Improving mental health in the workplace using technology


Today is World Mental Health Day. It is often said that the increased use of technology in our lives is contributing to a rise in mental ill-health, but often, little is said about how technology can actually help with mental health issues too.

INITION were at Mad World yesterday, a solutions-focused conference and exhibition focusing on eradicating stigma surrounding mental health and sparking a new era of mental health and wellbeing in the workplace.

The figures revealed at Mad World were worrying:

  • Mental ill-health is the leading cause of sickness absence in the UK, costing an average of £1,035 per employee per year
  • Organisations promoting wellbeing are three and a half times more likely to be creative and innovative
  • 87% of HR leaders say improved staff retention is a high/critical priority
  • 53% of millennials say a healthy work-life balance would make them stay at their job
  • Anxiety and depression among workers in the UK has hit a record high, rising by nearly a third in the last four years
  • FTSE companies which prioritise employee engagement and wellbeing outperform the rest of those on the FTSE100 list by 10%
  • Replacing an employee costs on average 21% of their annual pay
  • The Thriving at Work report puts the annual cost to the UK economy of poor mental health at up to £99bn, of which about £42bn is borne by employers

It’s all about the culture…

The importance of workplace culture is often overlooked, it is however a critical factor in retaining employees in an organisation. It can often be the difference between somewhere being a great place to work, and others being completely toxic.

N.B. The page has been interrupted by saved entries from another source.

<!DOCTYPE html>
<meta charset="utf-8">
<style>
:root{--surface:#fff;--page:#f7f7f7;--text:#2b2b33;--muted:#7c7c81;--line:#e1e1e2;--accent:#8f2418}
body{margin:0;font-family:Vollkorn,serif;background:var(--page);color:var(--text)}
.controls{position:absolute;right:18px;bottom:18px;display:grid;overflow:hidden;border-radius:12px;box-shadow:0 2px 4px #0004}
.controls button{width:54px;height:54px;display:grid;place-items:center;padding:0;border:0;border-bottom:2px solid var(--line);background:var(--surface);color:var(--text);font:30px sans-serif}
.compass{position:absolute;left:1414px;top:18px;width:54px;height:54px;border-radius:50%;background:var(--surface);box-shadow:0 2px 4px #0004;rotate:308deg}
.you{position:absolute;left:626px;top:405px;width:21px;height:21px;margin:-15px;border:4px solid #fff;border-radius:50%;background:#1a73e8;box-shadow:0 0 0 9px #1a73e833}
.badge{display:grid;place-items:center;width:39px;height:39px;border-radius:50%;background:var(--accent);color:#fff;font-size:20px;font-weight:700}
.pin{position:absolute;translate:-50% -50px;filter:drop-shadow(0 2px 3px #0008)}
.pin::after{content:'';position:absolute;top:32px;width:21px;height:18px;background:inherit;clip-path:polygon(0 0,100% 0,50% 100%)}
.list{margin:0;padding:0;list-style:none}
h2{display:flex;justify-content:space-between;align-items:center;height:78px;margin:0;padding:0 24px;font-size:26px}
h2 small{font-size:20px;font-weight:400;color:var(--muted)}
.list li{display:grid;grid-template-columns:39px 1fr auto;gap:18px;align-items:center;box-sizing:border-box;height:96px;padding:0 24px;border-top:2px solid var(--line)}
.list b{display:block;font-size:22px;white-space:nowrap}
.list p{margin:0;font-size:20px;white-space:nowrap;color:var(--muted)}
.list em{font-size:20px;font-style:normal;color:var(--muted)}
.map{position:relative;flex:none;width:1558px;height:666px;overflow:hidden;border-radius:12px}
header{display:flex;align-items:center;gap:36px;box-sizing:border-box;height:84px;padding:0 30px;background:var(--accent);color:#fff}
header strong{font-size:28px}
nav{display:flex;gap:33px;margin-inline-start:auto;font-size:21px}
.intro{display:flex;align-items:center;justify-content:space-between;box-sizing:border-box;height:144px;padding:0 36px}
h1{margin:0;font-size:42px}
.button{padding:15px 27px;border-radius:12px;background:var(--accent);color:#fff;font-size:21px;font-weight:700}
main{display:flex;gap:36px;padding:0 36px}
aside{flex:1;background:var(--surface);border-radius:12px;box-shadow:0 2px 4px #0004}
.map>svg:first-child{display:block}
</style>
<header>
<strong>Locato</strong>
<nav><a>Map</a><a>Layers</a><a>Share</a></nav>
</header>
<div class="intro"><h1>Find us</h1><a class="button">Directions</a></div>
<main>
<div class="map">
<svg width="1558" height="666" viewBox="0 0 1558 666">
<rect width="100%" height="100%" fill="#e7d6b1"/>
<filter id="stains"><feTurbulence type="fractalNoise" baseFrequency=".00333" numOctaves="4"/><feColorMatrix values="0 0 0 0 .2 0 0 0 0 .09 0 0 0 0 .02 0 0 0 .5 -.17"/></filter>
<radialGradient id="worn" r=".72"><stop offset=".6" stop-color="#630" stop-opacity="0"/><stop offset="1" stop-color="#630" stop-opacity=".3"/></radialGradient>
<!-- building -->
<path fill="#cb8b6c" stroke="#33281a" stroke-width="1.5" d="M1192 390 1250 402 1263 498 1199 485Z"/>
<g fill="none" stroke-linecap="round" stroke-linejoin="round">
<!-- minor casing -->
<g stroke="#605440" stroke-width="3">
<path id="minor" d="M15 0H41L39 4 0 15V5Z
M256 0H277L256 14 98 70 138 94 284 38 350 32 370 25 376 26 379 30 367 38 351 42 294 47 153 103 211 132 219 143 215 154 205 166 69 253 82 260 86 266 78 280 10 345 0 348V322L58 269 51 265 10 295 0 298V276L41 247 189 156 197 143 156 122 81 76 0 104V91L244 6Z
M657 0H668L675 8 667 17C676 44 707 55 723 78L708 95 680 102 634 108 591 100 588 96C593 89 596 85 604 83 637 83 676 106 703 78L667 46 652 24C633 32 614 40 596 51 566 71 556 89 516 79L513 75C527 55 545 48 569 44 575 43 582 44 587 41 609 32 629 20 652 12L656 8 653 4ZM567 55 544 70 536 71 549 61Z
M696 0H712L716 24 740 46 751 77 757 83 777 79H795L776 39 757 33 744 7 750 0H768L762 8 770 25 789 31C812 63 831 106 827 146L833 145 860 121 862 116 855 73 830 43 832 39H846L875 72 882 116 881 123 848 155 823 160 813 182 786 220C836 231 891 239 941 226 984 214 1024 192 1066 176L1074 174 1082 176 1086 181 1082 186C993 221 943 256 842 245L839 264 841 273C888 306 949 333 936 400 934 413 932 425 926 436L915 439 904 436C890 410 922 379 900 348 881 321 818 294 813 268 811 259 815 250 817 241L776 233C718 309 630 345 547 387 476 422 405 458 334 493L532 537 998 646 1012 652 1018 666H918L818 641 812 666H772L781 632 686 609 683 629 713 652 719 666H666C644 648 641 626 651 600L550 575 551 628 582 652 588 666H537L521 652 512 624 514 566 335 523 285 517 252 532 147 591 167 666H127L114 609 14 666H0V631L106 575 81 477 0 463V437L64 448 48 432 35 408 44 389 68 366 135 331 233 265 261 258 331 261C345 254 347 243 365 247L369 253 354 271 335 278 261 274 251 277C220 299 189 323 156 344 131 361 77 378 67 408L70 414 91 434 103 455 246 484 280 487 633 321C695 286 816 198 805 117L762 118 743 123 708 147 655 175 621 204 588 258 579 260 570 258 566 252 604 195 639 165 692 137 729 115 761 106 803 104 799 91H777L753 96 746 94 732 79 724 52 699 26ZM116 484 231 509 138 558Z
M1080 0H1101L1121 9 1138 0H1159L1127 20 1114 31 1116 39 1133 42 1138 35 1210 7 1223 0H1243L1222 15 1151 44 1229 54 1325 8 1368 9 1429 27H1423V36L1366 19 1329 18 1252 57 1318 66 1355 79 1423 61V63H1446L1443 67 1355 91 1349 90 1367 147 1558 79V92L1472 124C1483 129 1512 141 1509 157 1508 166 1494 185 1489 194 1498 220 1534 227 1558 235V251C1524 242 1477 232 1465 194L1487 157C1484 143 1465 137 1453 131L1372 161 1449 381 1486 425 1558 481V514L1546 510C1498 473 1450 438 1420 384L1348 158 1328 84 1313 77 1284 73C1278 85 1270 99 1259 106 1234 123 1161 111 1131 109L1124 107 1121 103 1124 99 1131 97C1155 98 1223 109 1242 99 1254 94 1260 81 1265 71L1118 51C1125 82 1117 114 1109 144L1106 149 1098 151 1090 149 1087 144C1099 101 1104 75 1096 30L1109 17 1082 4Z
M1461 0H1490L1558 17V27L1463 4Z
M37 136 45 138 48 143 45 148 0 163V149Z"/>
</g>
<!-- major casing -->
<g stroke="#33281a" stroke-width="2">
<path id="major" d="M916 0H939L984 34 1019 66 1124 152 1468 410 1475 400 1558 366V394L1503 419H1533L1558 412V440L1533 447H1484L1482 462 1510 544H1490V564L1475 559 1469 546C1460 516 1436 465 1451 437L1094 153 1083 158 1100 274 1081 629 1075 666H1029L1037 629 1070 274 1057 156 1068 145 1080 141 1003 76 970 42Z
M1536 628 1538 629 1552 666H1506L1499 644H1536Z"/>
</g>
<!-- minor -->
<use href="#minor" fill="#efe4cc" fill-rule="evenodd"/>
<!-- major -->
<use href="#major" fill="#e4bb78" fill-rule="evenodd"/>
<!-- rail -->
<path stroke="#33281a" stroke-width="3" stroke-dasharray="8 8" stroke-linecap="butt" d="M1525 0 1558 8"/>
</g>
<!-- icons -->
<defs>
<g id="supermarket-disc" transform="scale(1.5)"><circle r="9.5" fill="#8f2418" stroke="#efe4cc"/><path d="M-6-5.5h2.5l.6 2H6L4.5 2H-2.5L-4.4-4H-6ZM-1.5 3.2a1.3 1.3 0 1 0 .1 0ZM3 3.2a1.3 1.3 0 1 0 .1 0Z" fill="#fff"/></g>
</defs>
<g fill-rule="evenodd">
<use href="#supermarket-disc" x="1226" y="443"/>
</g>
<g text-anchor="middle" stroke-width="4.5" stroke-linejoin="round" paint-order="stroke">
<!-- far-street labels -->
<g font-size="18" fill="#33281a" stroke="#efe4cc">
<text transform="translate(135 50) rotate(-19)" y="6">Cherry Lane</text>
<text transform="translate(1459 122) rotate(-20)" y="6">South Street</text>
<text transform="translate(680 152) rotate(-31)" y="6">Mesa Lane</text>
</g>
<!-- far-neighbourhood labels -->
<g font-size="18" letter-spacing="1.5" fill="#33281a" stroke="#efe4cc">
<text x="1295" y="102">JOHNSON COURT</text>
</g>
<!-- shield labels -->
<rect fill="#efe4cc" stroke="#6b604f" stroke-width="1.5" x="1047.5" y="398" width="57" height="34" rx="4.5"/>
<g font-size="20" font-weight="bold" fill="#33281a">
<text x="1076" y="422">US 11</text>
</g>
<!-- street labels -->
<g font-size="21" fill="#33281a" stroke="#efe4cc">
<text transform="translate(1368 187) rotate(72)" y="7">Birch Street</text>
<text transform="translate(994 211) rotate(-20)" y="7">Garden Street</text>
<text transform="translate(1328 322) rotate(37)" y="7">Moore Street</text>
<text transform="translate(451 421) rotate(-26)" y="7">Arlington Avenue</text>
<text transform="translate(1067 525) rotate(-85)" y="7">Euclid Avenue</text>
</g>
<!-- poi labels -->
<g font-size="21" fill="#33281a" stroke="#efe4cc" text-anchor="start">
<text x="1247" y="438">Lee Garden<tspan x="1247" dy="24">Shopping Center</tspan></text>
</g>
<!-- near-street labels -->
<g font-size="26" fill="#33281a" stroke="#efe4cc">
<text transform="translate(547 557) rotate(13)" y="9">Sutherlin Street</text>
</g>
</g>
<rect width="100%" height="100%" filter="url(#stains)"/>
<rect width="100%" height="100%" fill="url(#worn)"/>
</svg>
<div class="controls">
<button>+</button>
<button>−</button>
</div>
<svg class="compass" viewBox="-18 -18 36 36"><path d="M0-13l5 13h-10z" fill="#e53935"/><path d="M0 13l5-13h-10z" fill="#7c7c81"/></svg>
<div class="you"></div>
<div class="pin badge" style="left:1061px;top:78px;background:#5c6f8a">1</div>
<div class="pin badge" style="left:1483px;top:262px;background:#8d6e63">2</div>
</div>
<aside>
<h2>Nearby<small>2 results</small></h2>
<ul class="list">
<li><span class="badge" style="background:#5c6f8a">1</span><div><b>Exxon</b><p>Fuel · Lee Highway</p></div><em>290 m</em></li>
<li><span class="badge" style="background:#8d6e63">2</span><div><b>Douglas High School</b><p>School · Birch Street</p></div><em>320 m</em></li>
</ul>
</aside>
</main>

Even the most talented and skilled employee can be bogged down by a poor work environment. It is said that negativity kills creativity, and boy is that true.

Shifting a poor workplace culture is never going to be easy…

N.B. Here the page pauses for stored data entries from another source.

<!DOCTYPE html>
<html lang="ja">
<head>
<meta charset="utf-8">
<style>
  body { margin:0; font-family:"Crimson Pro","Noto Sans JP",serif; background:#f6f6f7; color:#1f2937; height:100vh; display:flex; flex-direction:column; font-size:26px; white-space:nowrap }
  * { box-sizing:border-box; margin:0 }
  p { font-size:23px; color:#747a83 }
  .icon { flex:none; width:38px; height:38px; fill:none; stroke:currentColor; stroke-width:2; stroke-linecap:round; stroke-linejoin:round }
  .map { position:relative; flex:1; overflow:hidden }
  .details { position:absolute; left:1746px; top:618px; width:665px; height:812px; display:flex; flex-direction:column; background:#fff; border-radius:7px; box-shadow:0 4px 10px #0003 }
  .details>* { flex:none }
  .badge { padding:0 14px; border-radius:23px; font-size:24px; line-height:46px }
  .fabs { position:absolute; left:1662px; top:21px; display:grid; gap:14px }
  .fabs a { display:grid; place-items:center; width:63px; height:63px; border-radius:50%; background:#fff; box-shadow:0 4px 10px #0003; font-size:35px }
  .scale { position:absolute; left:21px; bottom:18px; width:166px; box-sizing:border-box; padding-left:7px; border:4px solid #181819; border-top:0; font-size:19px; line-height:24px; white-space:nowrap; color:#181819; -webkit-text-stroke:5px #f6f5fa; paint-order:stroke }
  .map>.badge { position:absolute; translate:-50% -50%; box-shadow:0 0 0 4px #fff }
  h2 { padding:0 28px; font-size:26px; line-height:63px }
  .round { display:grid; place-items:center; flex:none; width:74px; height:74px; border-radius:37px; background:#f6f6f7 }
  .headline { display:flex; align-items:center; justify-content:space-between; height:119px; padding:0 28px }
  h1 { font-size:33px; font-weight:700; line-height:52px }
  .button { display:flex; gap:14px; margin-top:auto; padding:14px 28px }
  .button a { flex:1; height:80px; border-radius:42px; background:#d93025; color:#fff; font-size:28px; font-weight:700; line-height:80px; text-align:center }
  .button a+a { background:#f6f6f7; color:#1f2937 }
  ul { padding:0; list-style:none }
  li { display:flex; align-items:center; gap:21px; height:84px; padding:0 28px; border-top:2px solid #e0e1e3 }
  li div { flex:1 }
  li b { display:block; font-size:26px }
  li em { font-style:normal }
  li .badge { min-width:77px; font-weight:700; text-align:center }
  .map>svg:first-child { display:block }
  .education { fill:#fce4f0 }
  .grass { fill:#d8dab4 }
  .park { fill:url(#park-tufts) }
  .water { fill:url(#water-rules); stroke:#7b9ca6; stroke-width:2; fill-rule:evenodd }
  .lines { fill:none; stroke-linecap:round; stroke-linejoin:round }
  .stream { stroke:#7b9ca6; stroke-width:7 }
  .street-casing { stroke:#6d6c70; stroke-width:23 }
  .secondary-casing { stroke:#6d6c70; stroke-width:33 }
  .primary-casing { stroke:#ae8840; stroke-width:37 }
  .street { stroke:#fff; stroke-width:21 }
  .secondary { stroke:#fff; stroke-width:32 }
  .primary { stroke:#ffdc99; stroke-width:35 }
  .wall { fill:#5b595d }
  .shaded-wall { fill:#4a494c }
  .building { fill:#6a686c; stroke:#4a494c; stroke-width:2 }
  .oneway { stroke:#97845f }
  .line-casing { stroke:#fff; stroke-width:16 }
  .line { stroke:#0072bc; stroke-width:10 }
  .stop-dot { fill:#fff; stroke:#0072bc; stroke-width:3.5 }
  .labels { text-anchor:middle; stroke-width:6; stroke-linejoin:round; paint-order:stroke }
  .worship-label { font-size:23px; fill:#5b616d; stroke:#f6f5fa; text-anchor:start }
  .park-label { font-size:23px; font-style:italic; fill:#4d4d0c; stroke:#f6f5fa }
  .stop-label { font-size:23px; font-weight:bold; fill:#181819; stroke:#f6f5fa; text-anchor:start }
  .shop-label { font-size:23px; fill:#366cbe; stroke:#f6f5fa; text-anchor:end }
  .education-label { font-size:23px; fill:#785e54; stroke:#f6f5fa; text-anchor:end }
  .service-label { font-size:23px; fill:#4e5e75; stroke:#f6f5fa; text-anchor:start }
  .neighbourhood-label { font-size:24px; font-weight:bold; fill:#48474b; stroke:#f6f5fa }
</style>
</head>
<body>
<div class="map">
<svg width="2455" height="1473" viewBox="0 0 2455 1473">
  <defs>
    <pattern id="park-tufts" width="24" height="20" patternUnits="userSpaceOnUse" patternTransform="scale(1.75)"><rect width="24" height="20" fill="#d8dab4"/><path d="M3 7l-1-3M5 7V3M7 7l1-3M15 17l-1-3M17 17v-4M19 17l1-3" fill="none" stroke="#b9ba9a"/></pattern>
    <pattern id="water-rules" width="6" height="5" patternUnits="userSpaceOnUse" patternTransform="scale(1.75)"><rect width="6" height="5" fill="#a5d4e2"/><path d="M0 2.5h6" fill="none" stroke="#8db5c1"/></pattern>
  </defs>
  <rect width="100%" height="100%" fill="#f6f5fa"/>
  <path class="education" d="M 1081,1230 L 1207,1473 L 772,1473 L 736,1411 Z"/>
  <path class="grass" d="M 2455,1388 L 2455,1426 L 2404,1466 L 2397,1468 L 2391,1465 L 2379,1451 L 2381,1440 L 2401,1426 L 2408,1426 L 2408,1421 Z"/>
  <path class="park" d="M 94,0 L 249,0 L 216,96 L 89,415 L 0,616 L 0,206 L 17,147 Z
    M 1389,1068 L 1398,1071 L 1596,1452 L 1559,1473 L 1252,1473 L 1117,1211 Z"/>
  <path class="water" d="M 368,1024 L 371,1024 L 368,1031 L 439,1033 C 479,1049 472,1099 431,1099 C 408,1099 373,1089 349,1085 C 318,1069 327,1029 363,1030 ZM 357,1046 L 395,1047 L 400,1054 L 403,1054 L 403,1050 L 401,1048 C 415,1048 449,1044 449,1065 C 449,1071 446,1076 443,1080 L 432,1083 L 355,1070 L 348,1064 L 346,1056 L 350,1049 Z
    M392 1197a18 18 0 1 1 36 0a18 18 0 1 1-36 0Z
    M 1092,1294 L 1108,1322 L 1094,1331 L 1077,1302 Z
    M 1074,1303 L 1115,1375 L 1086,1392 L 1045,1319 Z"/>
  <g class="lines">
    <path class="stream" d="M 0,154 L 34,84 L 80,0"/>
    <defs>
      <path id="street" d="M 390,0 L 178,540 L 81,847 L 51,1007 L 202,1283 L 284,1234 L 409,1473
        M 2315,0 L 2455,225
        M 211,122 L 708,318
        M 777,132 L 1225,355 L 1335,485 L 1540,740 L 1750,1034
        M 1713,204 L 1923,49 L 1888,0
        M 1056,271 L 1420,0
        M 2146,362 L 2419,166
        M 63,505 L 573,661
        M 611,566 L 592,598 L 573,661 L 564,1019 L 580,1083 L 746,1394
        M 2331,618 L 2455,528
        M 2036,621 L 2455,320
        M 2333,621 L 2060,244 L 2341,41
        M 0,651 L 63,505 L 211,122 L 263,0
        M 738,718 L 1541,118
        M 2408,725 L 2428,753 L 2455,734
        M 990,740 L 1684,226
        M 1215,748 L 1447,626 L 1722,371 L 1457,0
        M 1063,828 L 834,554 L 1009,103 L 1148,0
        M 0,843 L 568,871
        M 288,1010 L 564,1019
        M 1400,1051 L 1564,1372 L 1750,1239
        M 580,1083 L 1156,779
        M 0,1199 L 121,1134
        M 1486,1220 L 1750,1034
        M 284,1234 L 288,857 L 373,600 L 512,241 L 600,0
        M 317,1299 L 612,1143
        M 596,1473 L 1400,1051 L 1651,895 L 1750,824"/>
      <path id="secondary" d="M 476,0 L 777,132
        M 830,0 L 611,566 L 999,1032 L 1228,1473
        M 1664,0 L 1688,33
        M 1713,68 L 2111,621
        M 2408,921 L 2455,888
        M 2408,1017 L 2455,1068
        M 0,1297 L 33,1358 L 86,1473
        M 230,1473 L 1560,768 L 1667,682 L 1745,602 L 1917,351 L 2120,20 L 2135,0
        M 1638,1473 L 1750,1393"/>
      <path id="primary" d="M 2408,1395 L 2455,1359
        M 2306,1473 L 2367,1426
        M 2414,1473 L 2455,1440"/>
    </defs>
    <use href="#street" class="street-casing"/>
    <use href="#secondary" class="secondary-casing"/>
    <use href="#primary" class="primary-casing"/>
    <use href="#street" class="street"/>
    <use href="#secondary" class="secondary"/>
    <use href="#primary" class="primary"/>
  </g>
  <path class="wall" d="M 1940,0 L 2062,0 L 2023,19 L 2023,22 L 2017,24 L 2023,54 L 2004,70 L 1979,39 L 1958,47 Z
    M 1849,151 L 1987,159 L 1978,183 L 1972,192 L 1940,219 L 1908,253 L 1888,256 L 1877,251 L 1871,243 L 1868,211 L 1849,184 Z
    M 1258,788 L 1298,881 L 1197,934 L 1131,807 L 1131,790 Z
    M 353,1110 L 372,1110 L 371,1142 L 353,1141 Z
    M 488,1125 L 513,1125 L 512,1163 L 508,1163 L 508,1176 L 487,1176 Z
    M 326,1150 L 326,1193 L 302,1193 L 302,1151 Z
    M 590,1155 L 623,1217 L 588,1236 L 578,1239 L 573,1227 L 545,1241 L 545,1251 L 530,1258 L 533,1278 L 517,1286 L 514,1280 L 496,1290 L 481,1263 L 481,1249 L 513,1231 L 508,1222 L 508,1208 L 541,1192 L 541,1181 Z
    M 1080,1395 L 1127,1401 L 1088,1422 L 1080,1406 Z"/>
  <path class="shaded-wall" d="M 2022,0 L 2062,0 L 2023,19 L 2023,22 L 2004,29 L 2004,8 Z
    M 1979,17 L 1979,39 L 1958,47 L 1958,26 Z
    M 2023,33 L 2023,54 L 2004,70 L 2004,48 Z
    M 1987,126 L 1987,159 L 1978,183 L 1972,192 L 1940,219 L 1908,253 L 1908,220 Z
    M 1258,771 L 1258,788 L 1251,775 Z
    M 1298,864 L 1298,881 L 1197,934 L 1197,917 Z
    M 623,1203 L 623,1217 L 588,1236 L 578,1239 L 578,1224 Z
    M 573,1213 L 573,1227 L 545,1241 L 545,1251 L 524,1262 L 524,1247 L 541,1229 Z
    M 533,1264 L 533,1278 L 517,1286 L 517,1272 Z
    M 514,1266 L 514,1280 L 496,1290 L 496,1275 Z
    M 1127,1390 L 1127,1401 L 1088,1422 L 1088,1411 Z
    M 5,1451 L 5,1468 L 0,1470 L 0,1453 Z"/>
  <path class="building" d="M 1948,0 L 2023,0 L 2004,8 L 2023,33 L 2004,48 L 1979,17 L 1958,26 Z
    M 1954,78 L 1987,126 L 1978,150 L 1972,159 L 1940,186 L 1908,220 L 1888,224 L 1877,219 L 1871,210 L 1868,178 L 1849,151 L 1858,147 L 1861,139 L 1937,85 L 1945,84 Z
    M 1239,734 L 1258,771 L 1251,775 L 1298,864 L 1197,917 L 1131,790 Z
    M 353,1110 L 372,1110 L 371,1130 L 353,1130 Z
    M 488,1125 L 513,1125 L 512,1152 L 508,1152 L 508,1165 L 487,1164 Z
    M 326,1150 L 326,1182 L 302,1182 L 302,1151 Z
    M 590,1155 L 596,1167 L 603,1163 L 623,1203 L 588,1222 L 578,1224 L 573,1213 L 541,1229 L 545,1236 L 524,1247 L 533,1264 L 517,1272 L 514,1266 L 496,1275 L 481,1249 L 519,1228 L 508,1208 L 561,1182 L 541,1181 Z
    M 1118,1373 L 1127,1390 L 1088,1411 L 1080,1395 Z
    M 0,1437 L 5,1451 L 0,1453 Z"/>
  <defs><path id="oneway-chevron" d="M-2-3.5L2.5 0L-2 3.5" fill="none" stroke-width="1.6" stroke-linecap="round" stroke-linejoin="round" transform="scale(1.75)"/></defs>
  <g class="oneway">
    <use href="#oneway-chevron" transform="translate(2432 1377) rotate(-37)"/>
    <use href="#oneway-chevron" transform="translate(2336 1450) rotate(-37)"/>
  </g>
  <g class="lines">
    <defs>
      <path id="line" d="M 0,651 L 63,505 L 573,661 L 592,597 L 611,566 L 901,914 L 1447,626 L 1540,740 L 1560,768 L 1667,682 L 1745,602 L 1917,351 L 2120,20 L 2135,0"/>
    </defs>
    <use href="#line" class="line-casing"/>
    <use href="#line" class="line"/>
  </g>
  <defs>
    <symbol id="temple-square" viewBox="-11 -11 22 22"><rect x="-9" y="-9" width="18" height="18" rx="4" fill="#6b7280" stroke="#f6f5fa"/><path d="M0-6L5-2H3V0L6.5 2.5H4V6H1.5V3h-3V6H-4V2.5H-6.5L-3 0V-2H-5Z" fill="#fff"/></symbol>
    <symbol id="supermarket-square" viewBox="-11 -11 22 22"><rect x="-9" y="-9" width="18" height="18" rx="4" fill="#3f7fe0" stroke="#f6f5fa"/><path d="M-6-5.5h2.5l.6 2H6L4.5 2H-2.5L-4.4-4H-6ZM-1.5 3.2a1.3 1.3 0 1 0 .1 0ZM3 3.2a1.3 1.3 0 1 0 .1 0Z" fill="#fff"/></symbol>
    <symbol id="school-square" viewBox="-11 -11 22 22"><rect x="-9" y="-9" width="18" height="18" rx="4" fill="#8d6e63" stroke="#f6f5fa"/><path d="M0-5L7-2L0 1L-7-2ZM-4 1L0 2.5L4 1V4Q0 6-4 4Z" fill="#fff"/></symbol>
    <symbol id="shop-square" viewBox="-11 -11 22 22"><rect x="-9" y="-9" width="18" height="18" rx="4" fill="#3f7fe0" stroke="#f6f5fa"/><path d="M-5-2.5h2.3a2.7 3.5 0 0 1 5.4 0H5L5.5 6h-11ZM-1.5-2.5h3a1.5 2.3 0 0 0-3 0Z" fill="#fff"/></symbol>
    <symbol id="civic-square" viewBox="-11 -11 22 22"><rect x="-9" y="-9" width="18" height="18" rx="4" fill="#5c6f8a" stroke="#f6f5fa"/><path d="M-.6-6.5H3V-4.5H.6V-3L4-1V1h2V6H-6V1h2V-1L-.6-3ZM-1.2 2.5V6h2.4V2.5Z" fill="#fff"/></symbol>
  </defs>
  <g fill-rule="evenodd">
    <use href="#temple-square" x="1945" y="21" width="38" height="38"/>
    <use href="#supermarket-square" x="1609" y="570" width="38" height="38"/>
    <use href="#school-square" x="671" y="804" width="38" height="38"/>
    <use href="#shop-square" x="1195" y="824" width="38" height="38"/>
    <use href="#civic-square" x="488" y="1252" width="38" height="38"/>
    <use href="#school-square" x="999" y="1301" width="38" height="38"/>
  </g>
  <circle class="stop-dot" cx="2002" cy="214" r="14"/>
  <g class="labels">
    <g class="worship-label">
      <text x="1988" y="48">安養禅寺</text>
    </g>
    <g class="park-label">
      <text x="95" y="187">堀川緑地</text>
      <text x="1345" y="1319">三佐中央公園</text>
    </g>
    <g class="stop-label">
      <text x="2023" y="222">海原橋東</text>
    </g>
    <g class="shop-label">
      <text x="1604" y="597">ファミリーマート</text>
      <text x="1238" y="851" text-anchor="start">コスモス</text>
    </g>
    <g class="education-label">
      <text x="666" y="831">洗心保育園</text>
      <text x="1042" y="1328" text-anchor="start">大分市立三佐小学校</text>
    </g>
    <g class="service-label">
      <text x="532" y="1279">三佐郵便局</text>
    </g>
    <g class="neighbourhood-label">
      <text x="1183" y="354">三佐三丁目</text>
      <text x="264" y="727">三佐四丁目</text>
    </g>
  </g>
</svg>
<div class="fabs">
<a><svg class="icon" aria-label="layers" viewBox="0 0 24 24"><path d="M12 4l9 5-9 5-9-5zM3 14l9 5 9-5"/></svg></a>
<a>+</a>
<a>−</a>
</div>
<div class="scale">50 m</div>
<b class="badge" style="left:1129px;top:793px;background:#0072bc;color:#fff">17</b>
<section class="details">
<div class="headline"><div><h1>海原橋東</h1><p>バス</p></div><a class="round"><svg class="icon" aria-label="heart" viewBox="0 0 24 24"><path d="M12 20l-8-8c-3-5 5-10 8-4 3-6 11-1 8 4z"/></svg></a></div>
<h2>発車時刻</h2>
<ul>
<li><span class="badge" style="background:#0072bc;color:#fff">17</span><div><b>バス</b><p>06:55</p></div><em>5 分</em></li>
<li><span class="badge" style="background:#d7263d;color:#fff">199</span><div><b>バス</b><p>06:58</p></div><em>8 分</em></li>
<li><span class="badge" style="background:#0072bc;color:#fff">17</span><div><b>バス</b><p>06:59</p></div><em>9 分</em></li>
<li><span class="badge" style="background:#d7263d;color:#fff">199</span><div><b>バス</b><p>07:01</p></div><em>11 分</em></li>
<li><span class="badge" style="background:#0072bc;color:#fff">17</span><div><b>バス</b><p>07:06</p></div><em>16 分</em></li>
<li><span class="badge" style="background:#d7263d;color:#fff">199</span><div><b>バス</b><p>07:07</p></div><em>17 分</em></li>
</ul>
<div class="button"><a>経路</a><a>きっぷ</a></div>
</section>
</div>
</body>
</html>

People get stuck in their ways and are intrinsically resistant to change. However, by drawing on the positive aspects of culture and gradually tuning out the negatives, changes can be far easier to implement.

Mental ill-health can be misunderstood by bosses and unsympathetic co-workers. They often don’t understand just how debilitating it can be for the sufferer and how this can make getting the day job done near impossible.

Where INITION steps in…

VR can be used in a variety of ways to influence wellbeing and mental health. The immersive aspect of this particular technology can positively affect your mental state in a very short time. The most obvious application of this would be using meditation or mindfulness content to transform a stressed or harassed worker into a calm efficient one who is more effective and able to cope with their workload. All it takes is a quiet corner in the staff room where a person can escape into another world. However, VR also allows employers and employees alike, to step into the shoes of those suffering with mental ill-health. This can be an overwhelmingly powerful tool for creating empathy and raising awareness of sufferer’s daily struggles.

The idea of ‘borrowing another’s eyes’ to see a different perspective is a widely discussed aspect of VR.

No strangers to a project with a social purpose, INITION recently worked with The Cornerstone Partnership to create a first-of-its-kind, immersive training tool. The powerful and sometimes disturbing content, taken from a child’s view of being raised in a family with drug addiction, is poignant and moving. This has already seen transformative results in the social care sector and is leading the way in training and education in this area. “Being Me: Revealing and Healing Childhood Trauma” shows the power of VR and how it can help stimulate empathy and create a better understanding of what it’s like for the sufferer.

By using this technology to create a world where people really understand these modern-day issues, we can really make a difference and help drive those worrying statistics down.